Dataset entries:
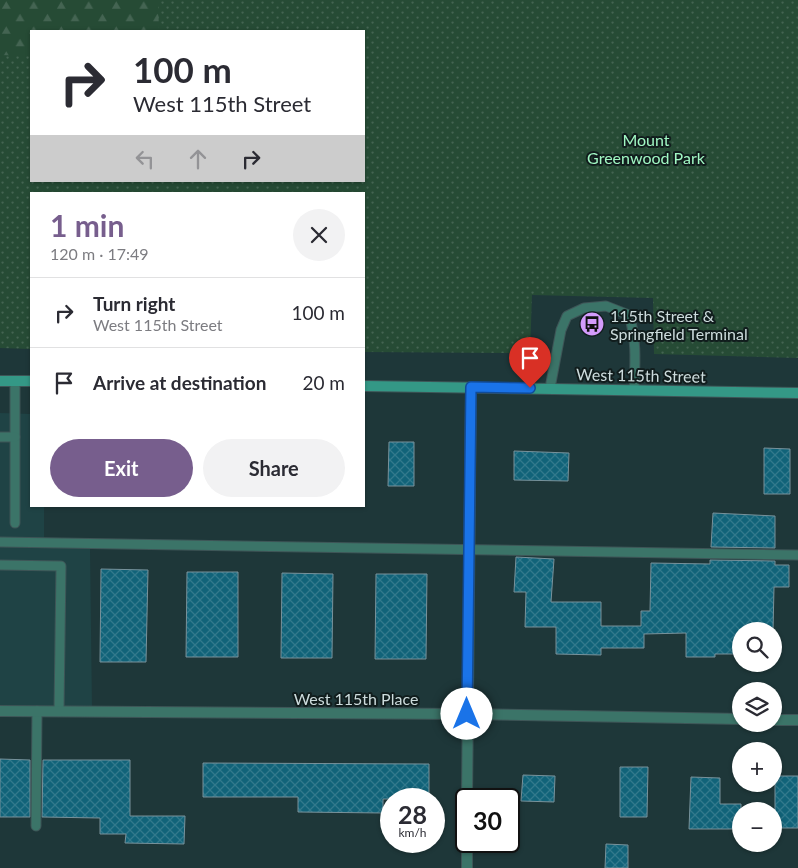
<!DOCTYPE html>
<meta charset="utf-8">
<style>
body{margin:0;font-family:Lato,sans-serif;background:#f2f2f3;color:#2b2b33;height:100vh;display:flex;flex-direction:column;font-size:19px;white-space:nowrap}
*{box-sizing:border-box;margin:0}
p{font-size:16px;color:#7c7c81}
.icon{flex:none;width:28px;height:28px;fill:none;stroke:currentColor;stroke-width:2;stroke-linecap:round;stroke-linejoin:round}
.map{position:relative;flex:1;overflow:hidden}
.details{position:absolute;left:30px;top:192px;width:335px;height:315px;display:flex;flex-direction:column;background:#fff;border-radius:0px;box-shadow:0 1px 4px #0004}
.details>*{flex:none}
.top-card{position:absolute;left:30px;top:30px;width:335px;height:152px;border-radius:0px;box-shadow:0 1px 4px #0004;background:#fff;color:#2b2b33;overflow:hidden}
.tools{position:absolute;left:732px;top:622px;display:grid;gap:10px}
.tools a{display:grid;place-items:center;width:50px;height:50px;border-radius:50%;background:#fff;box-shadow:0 1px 4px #0004;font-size:25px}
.speed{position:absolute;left:380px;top:788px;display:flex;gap:10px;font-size:25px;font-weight:700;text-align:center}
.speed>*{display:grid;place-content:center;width:65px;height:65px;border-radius:50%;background:#fff;box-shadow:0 1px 4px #0004;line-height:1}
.speed small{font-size:12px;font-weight:400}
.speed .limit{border:2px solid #111;border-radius:8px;background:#fff;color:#111}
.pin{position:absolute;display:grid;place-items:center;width:42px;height:42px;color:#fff;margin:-51px -21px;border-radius:50% 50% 50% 0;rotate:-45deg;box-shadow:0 0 5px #0007}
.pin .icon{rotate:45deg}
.me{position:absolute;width:55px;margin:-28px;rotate:0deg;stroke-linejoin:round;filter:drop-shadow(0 0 4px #0008)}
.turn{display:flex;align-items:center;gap:18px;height:105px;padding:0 20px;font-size:22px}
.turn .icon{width:65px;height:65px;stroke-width:2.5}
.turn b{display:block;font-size:35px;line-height:42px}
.lanes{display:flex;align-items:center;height:48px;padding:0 20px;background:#0003;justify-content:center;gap:25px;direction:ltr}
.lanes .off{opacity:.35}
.round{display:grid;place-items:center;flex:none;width:52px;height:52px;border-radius:26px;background:#f2f2f3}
.headline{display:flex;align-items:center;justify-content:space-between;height:85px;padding:0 20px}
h1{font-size:30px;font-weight:700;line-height:38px;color:#775e8d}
.button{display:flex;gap:10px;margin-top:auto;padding:10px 20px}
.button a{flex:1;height:58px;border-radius:30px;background:#775e8d;color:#fff;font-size:20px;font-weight:700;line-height:58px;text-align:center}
.button a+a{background:#f2f2f3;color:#2b2b33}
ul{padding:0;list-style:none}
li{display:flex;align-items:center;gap:15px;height:70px;padding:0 20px;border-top:1px solid #e1e1e2}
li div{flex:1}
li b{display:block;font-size:19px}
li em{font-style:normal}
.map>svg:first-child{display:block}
</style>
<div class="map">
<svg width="798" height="868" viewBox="0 0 798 868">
<defs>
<pattern id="grass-dots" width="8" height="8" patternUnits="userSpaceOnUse" patternTransform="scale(1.25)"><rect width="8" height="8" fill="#264b35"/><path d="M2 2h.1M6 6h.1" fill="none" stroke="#446452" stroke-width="1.8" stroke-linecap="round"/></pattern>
<pattern id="forest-firs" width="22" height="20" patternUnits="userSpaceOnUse" patternTransform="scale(1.25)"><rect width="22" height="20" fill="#264b35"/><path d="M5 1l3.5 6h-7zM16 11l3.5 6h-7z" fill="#446452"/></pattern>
<pattern id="building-cross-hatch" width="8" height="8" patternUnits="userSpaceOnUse" patternTransform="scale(1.25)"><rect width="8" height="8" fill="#116379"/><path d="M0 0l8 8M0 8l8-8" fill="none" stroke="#32798c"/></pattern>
</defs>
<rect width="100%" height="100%" fill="#1e3739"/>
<path fill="#1f4345" d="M0 413 31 414V506H44V548H90L92 709 0 707Z"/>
<path fill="url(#grass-dots)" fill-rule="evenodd" d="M0 0H798V358L654 354 653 298 532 295 530 353 364 352V194H31V349L0 348ZM31 31H364V181H31Z"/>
<path fill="url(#forest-firs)" d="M0 0H158L159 31H31V56L0 55Z"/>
<g fill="url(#building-cross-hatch)" stroke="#78929b">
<path d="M389 442H414V486H388Z"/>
<path d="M764 448 790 449V494H764Z"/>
<path d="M514 451 569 453 568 481 514 480Z"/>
<path d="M713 513 775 516V548L711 547Z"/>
<path d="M516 557 554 559 551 602H601V626H641V611H650L651 563 710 564V560L775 561V565H789V587H774L773 631H741V654H715V657H686V633L644 634V648H601V655L556 654V627H525L526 592H514Z"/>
<path d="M101 569 148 570 146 662H100Z"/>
<path d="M187 572H238V657H186Z"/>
<path d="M282 573 333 574 332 658H281Z"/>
<path d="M376 574H427L426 659H375Z"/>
<path d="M0 759 30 760V817H0Z"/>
<path d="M43 760H130V816H185L184 844 125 843 126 834H100V818L42 817Z"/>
<path d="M203 763 429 764V799H383V813L298 812V797H203Z"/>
<path d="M620 767H648L647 817H620Z"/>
<path d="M523 775 555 776 554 802 521 801Z"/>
<rect x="775" y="776" width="23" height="52"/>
<path d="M691 777 720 778V804H741V829H689Z"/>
<path d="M606 844 628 845V868H605Z"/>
</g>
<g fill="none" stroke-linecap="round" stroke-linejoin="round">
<defs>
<g id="lane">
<path d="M15 381V523"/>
<path d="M550 388 561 330 567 316 584 308 606 306 629 315C637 340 635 364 634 390"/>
<path d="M0 437H15"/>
<path d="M0 542 798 555"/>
<path d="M0 565 61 566 59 711"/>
<path d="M36 826 37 711"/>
</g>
<g id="street">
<path d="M0 711 467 714 741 719"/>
<path d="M774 720H798"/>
<path d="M467 799 471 387"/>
<path d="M467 868V841"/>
</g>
<g id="secondary">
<path d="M0 381H31"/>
<path d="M364 386 798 393"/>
</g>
</defs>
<use href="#lane" stroke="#3e5557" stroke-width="11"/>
<use href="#street" stroke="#3e5557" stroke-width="12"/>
<use href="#secondary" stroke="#3e5557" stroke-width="12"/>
<use href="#lane" stroke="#3b7468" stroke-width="9"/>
<use href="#street" stroke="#3b7468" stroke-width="10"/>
<use href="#secondary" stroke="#349886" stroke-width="10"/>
</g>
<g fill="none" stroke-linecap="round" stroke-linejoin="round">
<defs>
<path id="route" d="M467 714 471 387 530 388"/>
</defs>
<use href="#route" stroke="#114b97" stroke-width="12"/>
<use href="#route" stroke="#1a73e8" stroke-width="9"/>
</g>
<defs>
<symbol id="bus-disc" viewBox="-11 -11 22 22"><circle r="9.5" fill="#d49cfc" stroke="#111d1d"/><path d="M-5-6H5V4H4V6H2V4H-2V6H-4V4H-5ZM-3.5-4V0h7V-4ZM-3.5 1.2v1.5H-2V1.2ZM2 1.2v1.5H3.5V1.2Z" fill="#111"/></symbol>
</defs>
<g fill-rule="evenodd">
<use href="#bus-disc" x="578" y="310" width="28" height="28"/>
</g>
<g text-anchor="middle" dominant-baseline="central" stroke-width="4" stroke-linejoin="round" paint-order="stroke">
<g font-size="16" fill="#a1f7c3" stroke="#111d1d">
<text x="646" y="139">Mount<tspan x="646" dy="18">Greenwood Park</tspan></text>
</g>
<g font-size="16" fill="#cddcdd" stroke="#111d1d" text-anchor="start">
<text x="610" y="315">115th Street &amp;<tspan x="610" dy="18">Springfield Terminal</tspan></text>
</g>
<g font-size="16" fill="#cddcdd" stroke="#111d1d">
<text transform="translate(641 375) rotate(1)">West 115th Street</text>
<text x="356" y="698">West 115th Place</text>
</g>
</g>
</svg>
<div class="tools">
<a><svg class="icon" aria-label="search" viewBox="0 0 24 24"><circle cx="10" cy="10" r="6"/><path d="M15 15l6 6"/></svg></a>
<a><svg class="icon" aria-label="layers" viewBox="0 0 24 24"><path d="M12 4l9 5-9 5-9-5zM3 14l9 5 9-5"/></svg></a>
<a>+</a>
<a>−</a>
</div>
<div class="speed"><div>28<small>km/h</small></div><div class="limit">30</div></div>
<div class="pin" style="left:530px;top:388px;background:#d93025"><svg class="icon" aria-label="arrive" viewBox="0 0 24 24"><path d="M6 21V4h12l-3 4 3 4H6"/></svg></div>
<svg class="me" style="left:467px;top:714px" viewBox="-20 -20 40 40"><circle r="19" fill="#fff"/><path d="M0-13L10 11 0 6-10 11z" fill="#1a73e8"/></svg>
<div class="top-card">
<div class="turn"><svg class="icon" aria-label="right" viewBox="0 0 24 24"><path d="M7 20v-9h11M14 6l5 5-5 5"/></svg><div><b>100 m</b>West 115th Street</div></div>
<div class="lanes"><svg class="icon off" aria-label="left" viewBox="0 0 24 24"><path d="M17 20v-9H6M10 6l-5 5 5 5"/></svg><svg class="icon off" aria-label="ahead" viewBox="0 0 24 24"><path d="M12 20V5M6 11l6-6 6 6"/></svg><svg class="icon" aria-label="right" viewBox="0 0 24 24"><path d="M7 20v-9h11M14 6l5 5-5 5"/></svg></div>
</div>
<section class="details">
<div class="headline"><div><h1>1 min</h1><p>120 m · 17:49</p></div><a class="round"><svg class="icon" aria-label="close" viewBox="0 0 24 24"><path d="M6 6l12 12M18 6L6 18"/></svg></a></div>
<ul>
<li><svg class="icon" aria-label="right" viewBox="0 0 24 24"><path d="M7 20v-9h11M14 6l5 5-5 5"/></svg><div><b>Turn right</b><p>West 115th Street</p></div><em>100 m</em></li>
<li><svg class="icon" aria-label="arrive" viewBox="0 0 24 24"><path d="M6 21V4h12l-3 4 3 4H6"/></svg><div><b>Arrive at destination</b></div><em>20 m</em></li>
</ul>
<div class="button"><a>Exit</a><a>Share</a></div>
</section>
</div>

▶ _Exercise brief_: Which lines above hold the word "tools"? Copy each of them.

▶ _Answer space_:
.tools{position:absolute;left:732px;top:622px;display:grid;gap:10px}
.tools a{display:grid;place-items:center;width:50px;height:50px;border-radius:50%;background:#fff;box-shadow:0 1px 4px #0004;font-size:25px}
<div class="tools">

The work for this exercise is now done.